It's not accurate to say Brian West left school early to pursue a professional soccer career. It's true West departed the University of Virginia in 1998 after his sophomore year to play for the Columbus Crew, but his college education hasn't ended.
Because West came to Major League Soccer as a Project-40 player, the league and the U.S. Soccer Federation cover tuition costs so he can continue taking college classes for five years. And West is one of the few players in Project-40 to assume a full academic load, taking three courses per quarter in three quarters since joining the Crew, which hosts D.C. United at 1 p.m. Sunday in Game 2 of MLS's Eastern Conference finals.
West, 21, isn't taking classes this quarter, but will resume soon with a year and a half to go before earning a degree in information systems from Ohio State's business school. That means balancing classes, schoolwork, training and matches.
"It's just like college, basically," said West, a graduate of Centennial High in Columbia. "It's not as tough as people would think. [Playing professionally] affects me more in the classroom. I'm not always making it to class, so it shows more in my grades."
In Columbus, West is working toward two goals. One is a degree, the other a permanent starting role on the Crew. The latter isn't easy for a player who has played forward throughout his career but has landed on a team with top-notch strikers Stern John (18 goals) and Brian McBride (five goals, 10 assists) up front.

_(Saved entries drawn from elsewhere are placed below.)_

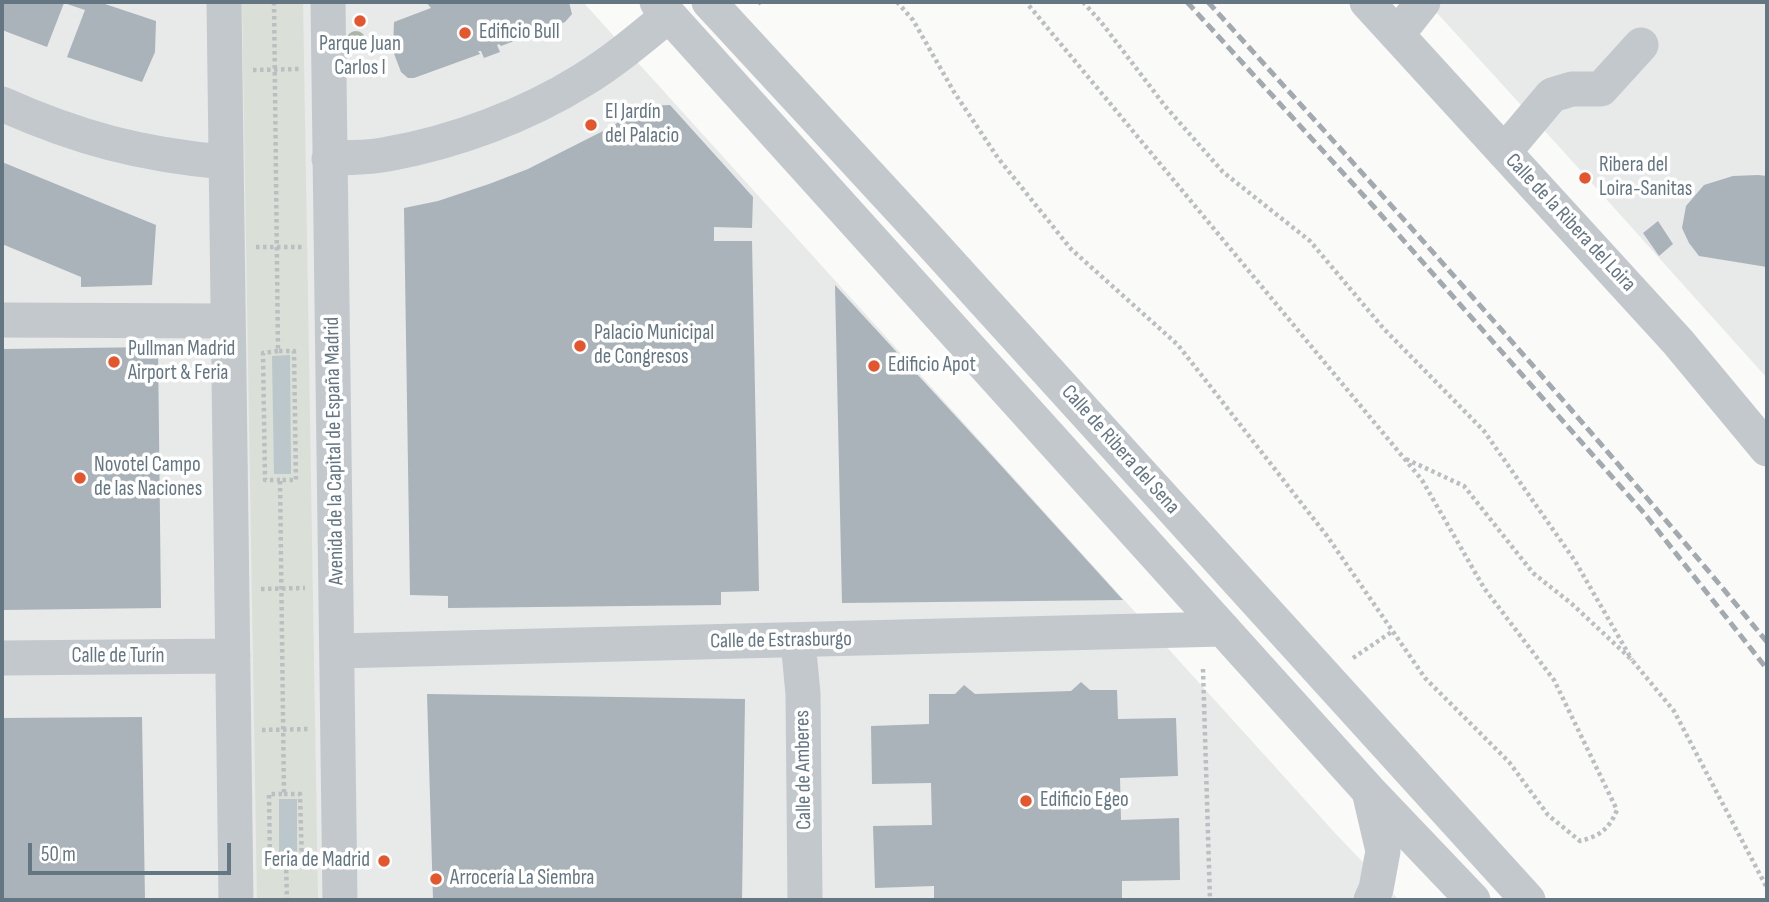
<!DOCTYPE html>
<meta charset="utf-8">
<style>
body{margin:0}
#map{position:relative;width:1769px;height:902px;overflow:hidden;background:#fafaf8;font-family:"Sofia Sans Condensed",sans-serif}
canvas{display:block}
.frame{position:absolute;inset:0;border:4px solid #657683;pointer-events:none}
.scale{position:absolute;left:28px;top:843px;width:203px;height:32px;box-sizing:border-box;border:4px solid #657683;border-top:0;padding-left:9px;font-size:21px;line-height:24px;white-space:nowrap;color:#657683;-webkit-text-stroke:5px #fff;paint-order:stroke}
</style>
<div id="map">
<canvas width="1769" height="902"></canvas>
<div class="frame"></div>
<div class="scale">50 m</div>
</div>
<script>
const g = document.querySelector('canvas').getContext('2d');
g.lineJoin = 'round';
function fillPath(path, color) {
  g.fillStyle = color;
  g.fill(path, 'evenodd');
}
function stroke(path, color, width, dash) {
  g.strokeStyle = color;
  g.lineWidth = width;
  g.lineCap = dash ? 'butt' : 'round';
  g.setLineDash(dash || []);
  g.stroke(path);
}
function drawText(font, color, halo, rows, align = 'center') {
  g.font = font + ' "Sofia Sans Condensed",sans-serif';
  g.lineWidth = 7;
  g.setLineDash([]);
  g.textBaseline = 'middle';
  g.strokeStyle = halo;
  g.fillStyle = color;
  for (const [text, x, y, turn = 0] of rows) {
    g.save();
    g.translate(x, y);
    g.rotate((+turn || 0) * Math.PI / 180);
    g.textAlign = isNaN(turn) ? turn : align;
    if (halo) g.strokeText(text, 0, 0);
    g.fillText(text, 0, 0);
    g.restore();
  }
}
const built = new Path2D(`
 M 2,2 L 583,2 L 1335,833 L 1399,900 L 2,900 Z
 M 1427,2 L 1767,2 L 1767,378 L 1563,151 Z`);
const green = new Path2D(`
 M 242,2 L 303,2 L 318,900 L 257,900 Z`);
const water = new Path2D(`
 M 290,355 L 291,474 L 274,474 L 272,356 Z
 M 279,799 L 297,799 L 297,858 L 279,858 Z`);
const building = new Path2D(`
 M 2,2 L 99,2 L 156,21 L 155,52 L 142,82 L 67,57 L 85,10 L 64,3 L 47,47 L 2,30 Z
 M 426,2 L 569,2 L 572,14 L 565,22 L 501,46 L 499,44 L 497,45 L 500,52 L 484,58 L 481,51 L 478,51 L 480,54 L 414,78 L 408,78 L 401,72 L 393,51 L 394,22 L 431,8 Z
 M 670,105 L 753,197 L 752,228 L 714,227 L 714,241 L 752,241 L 759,591 L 721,592 L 721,605 L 448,608 L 448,596 L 410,595 L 404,208 L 438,201 L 489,184 L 528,169 L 607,129 L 646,106 Z
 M 2,162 L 156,225 L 152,285 L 81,287 L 81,277 L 2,244 Z
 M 1758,175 L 1767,176 L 1767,267 L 1699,256 L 1689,243 L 1682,228 L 1686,206 L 1704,185 L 1733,176 Z
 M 1658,221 L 1673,244 L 1659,256 L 1643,233 Z
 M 835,285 L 985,448 L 1123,600 L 842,603 Z
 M 158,347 L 161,608 L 2,610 L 2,349 Z
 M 1081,682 L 1090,690 L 1117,690 L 1118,719 L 1176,718 L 1178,776 L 1120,778 L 1121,820 L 1179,818 L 1180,880 L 1122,881 L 1122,900 L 1053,900 L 1053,898 L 934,900 L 934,886 L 875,888 L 873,826 L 932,825 L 931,783 L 872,784 L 871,726 L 929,724 L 929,694 L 955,694 L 964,685 L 975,694 L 1071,691 Z
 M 427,694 L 745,699 L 742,900 L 433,900 Z
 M 142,717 L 145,900 L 2,900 L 2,718 Z`);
const path = new Path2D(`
 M 274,2 L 278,351 L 294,351 L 296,480 L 280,480 L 284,794 L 269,794 L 270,864 L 286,864 L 287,900
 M 897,2 L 913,20 L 954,92 L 998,158 L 1071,249 L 1178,345 L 1327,536 L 1425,678 L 1509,762 L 1548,815 L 1580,841 C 1600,836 1609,829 1617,810 L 1554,680 L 1484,588 L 1422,480 L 1026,2
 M 1083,2 L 1101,22 L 1165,106 L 1223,172 L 1310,241 L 1384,329 L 1484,431 L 1575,561 L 1632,660
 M 758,4 L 760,2
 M 253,70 L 300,69
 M 256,247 L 303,247
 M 278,351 L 263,353 L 265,480 L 280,480
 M 1406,459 L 1464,486 L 1533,573 L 1572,604 L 1632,660 L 1674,711 L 1767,888
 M 261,589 L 305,588
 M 1353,658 L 1393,631
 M 1203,669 L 1210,900
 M 262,730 L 309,729
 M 284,794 L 300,794 L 302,863 L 286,864`);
const minor = new Path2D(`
 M 224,2 L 236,900
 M 328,2 L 340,900
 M 657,2 L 1369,791 L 1473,900
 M 709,2 L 926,237 L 1528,900
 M 1367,2 L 1678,342 L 1767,449
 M 1397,35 L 1423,2
 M 2,104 C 78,138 142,155 225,162
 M 1504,152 L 1552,95 L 1572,89 L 1601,89 L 1641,45
 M 329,159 C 348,157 369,158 388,154 C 455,142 525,116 583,80 C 614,61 641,38 669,15
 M 2,320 L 227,321
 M 798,641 L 803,694 L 805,900
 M 338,651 L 1223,629
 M 2,658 L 233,656
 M 1369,791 L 1383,851 L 1376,889 L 1371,900`);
const rail = new Path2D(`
 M 1187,2 L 1375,208 L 1644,513 L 1767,669
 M 1208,2 C 1398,212 1588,423 1767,642`);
const trees = [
 [356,41]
];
const markers = [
 [360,21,7,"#e4572e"],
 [465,33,7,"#e4572e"],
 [591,125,7,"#e4572e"],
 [1585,178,7,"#e4572e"],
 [580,346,7,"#e4572e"],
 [114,362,7,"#e4572e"],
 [874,366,7,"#e4572e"],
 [80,478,7,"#e4572e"],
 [1026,801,7,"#e4572e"],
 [384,861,7,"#e4572e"],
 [436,879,7,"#e4572e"]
];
const poiNames = [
 ["Edificio Bull",479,33],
 ["Parque Juan",360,45,"center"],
 ["Carlos I",360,69,"center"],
 ["El Jardín",605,113],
 ["del Palacio",605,137],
 ["Ribera del",1599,166],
 ["Loira-Sanitas",1599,190],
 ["Palacio Municipal",594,334],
 ["de Congresos",594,358],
 ["Pullman Madrid",128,350],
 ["Airport & Feria",128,374],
 ["Edificio Apot",888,366],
 ["Novotel Campo",94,466],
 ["de las Naciones",94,490],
 ["Edificio Egeo",1040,801],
 ["Feria de Madrid",370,861,"right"],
 ["Arrocería La Siembra",450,879]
];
const streetNames = [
 ["Calle de la Ribera del Loira",1570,223,47],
 ["Calle de Ribera del Sena",1120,450,48],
 ["Avenida de la Capital de España Madrid",335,451,-91],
 ["Calle de Estrasburgo",781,641,-1],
 ["Calle de Turín",118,657],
 ["Calle de Amberes",804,770,-91]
];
fillPath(built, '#e8e9e9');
fillPath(green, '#dadfd7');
fillPath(water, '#bbc7cb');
fillPath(building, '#aab3b9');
stroke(path, '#bbbfc2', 4.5, [3.5, 3.5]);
stroke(minor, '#c3c8cc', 35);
stroke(rail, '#a2aab0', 5, [10, 5]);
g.fillStyle = '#aab4a7';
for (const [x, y] of trees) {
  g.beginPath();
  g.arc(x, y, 10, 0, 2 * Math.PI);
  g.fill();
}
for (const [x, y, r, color] of markers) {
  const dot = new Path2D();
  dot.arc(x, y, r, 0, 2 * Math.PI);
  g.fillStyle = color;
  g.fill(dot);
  stroke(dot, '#fff', 2.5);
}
drawText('21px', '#657683', '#fff', poiNames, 'left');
drawText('21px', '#657683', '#fff', streetNames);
</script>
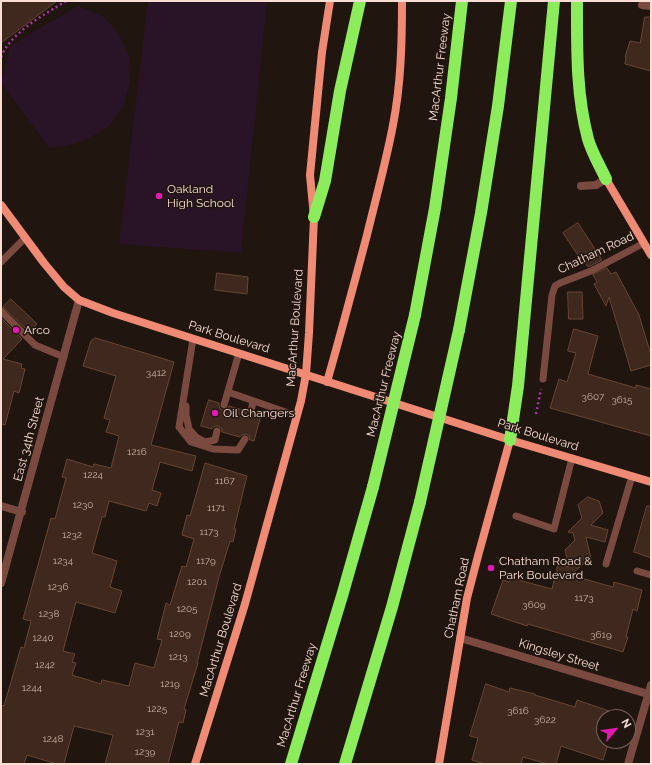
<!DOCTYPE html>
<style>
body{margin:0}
#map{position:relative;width:652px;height:765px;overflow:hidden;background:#20150f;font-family:Raleway,sans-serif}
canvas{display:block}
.frame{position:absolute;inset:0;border:2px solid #faddd3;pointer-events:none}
.north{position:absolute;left:596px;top:709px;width:40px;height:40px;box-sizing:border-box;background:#20150f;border:1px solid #77655d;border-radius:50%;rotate:61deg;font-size:11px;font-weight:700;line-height:16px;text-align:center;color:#faddd3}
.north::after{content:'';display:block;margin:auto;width:14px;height:18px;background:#e019b0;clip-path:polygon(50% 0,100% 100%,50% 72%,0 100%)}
</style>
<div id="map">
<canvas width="652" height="765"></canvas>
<div class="frame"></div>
<div class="north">N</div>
</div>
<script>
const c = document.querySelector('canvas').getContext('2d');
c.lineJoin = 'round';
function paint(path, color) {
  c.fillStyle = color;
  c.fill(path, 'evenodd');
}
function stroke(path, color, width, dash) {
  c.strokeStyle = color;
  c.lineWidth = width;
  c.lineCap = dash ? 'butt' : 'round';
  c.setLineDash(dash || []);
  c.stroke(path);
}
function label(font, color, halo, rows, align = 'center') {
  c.font = font + ' Raleway,sans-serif';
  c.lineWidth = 3;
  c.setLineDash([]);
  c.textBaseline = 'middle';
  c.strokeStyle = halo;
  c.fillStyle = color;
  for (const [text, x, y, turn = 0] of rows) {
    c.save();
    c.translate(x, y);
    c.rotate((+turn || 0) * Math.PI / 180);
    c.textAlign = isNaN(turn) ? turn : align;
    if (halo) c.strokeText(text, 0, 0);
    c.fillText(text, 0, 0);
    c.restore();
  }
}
paint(new Path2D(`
 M148 1H267L241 253 119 244Z
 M78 6 104 17 119 34 129 56 130 82 124 104 110 125 91 137 68 146 49 148 1 83 11 45Z`), '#291327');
const building = new Path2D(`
 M1 1H57L1 43Z
 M645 17H651V71L625 64 626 57H625L630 41 640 43Z
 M578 223 602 260 588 267 583 259 581 260 563 233Z
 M607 268 611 274 616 272 639 315 651 355V365L631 371 609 297 606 306 594 284 597 282 593 275Z
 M217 273 248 277 247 294 215 290Z
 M568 292H582L583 319H569Z
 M11 299 37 324 29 332 3 307Z
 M1 318 22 339 3 359 22 364 21 368 25 369 19 393 14 391 5 425 1 424Z
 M574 329 598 336 588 374 636 388V385L651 389V436L550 408 559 379 567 382 568 379 576 353 568 351Z
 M96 338 174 362 151 445 196 456 192 471 160 462 152 490 161 493 157 506 149 503 146 511 109 501 105 517H102L92 553 117 561 110 587 122 591 115 613 76 602 63 651 75 654 72 662 76 663 72 675 101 684 102 680 129 686 135 663 154 668 162 640 157 639 166 603 170 605 182 566 186 567 194 539 182 535 187 515 190 516 205 463 247 476 234 529H236L233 542 230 541 219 577 197 663H198L184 709 186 710 183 723 179 722 168 764H105L113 735 74 726 64 764H57L27 755 24 764H1V705L4 706 21 647 24 648 31 621 23 619 51 518 55 519 66 478 62 477 67 459 93 467 94 464 111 468 119 436 106 432 110 420 104 418 116 376 83 366 91 341Z
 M209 400 219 403V407L222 410H226L229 406 246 411V414L250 417H253L256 414 261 415 254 441 250 440 249 436 246 434 242 435 240 437 222 432V429L218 426H215L212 429 201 426Z
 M588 497 599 501 603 513 591 525 608 530 605 542 586 537 591 559 587 561 570 575 613 587 614 582 642 590 637 611 633 609 626 637H628L623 652 528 624 527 626 491 614 503 580 509 582 511 578 552 589 558 564 569 567 565 550 575 540 573 533 568 532 582 518 578 505Z
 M647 506H651V558L634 552Z
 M486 684 509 692 510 688 535 694V695L575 707 577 700 618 714 617 717H604V741H609L603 760 561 746 556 764H548L523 757 521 764H485L472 760 478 738 470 736Z`);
paint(building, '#3f291e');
stroke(building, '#684532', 1);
stroke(new Path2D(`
 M1 57C11 32 44 15 66 1
 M536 414 541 389`), '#a63b9d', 2.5, [2, 3]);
stroke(new Path2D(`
 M1 262 25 238
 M1 311 35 345 64 357
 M193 339 179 427 191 442 213 449 238 450 245 439
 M543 379 552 295 555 286 560 283 591 271 644 243
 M228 392 297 416
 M224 405 239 353
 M186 406V415L189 429 196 437 205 442 215 440 217 431
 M251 412 253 401
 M516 516 554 529 572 458
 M606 564 632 476
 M637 571 651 575`), '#7a4a40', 7);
stroke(new Path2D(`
 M642 5 651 6
 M581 186 596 185 606 179
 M1 506 22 512
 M1 583 79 300
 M460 638 651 695
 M628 764 651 685`), '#7a4a40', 8);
stroke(new Path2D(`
 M606 179 651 255
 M1 205 44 263 64 287 79 300 113 313 510 440 651 482
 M327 382C341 333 354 284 367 235 376 198 386 162 393 125 401 84 402 43 402 1
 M195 764 245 604 301 401 306 374 309 333 314 217 310 175 322 52 330 1
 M439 764 467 598 478 556 510 440`), '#ef8a75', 8);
stroke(new Path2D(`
 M577 1C577 48 576 94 588 139 592 153 600 166 606 179
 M314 217 325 181 340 91 360 1
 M415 315 435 208 451 98 462 1
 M459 330 481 213 498 106 511 1
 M510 440 518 386 554 1
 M291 764 342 596 373 487
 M345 764 392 607 420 502`), '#8cec5c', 12);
stroke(new Path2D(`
 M373 487 415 315
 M420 502 459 330`), '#8cec5c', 12);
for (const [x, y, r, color] of [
 [159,196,4,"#e019b0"],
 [16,330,4,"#e019b0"],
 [215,413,4,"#e019b0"],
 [491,568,4,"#e019b0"]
]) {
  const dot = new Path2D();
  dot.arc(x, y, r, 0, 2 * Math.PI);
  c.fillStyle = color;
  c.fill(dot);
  stroke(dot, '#20150f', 1.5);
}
label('10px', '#cbb0a6', null, [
 ["3412",156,373],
 ["3607",593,397],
 ["3615",622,400],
 ["1216",137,452],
 ["1224",93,475],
 ["1167",225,481],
 ["1230",83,505],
 ["1171",216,508],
 ["1173",209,532],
 ["1232",72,535],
 ["1234",63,561],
 ["1179",206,561],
 ["1201",197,582],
 ["1236",58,587],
 ["1173",584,598],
 ["3609",534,605],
 ["1205",187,609],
 ["1238",49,614],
 ["1209",180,634],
 ["3619",601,635],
 ["1240",43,638],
 ["1213",178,657],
 ["1242",45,665],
 ["1219",170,684],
 ["1244",32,688],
 ["1225",157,709],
 ["3616",518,711],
 ["3622",545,720],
 ["1231",145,732],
 ["1248",53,739],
 ["1239",145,752]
]);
label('12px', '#faddd3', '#20150f', [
 ["MacArthur Freeway",440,67,-83],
 ["Chatham Road",596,253,-25],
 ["MacArthur Boulevard",295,328,-86],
 ["Park Boulevard",229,337,17],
 ["MacArthur Freeway",384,384,-76],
 ["Park Boulevard",538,435,17],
 ["East 34th Street",29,439,-75],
 ["Chatham Road",457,598,-78],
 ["MacArthur Boulevard",221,640,-73],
 ["Kingsley Street",559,655,17],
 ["MacArthur Freeway",297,695,-73]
]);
label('12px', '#faddd3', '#20150f', [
 ["Oakland",167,189],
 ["High School",167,203],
 ["Arco",24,330],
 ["Oil Changers",223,413],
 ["Chatham Road &",499,561],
 ["Park Boulevard",499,575]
], 'left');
</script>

West has played mostly at outside midfield with the Crew, appearing in 22 regular season games with 13 starts. He had one goal and four assists this season. And he has played well enough to graduate from Project-40 and earn a full-fledged roster spot.
Crew Coach Tom Fitzgerald said West still needs to learn to play both forward and midfielder to succeed. "It's tough," West said. "It's not the position I'm accustomed to nor the position I would rather play."
West's speed will prevent him from spending much time on anyone's bench. "I'd say when he wants to be, he's the fastest player on the team and one of the fastest in the league," Fitzgerald said. But West's technical skills--ball-handling, passing and receiving--are not as developed, and he lacks experience.
He could remedy that next year with the U.S. Olympic team. He's a member of the national under-23 team player pool, and he might end up playing outside midfielder next fall in Sydney, if the U.S. team qualifies, Fitzgerald said.
West may not start Sunday against United, but he should play--he has played in all three of the Crew's postseason games. He started and played 62 minutes Sunday at RFK, and the week before, he had the first goal in Columbus's series-clinching 2-0 victory at Tampa Bay.
He also suffered some dental damage in the Tampa Bay game, when Steve Ralston's head collided with his mouth. A trainer had to move a tooth back in position for West and then he went back into the game. He faces root canal surgery if the tooth doesn't heal in about two weeks. "He's had some pain in the past," Fitzgerald said. "Players like him, they get whacked a lot, because that's the only way other players can slow them down."
Slowing down--on or off the field--is one thing West isn't interested in. His schedule may get hectic, but that's fine with him, not to mention the Crew.
"I don't see any problem with him taking classes," Fitzgerald said. "Sometimes, professional athletes have too much time on their hands. Brian is a very intelligent kid, and he uses his free time very wisely."
Said West: "For me, as a player, leaving college was the best thing I could have done. I'm getting better and I continue to get better in this atmosphere, playing with these great players."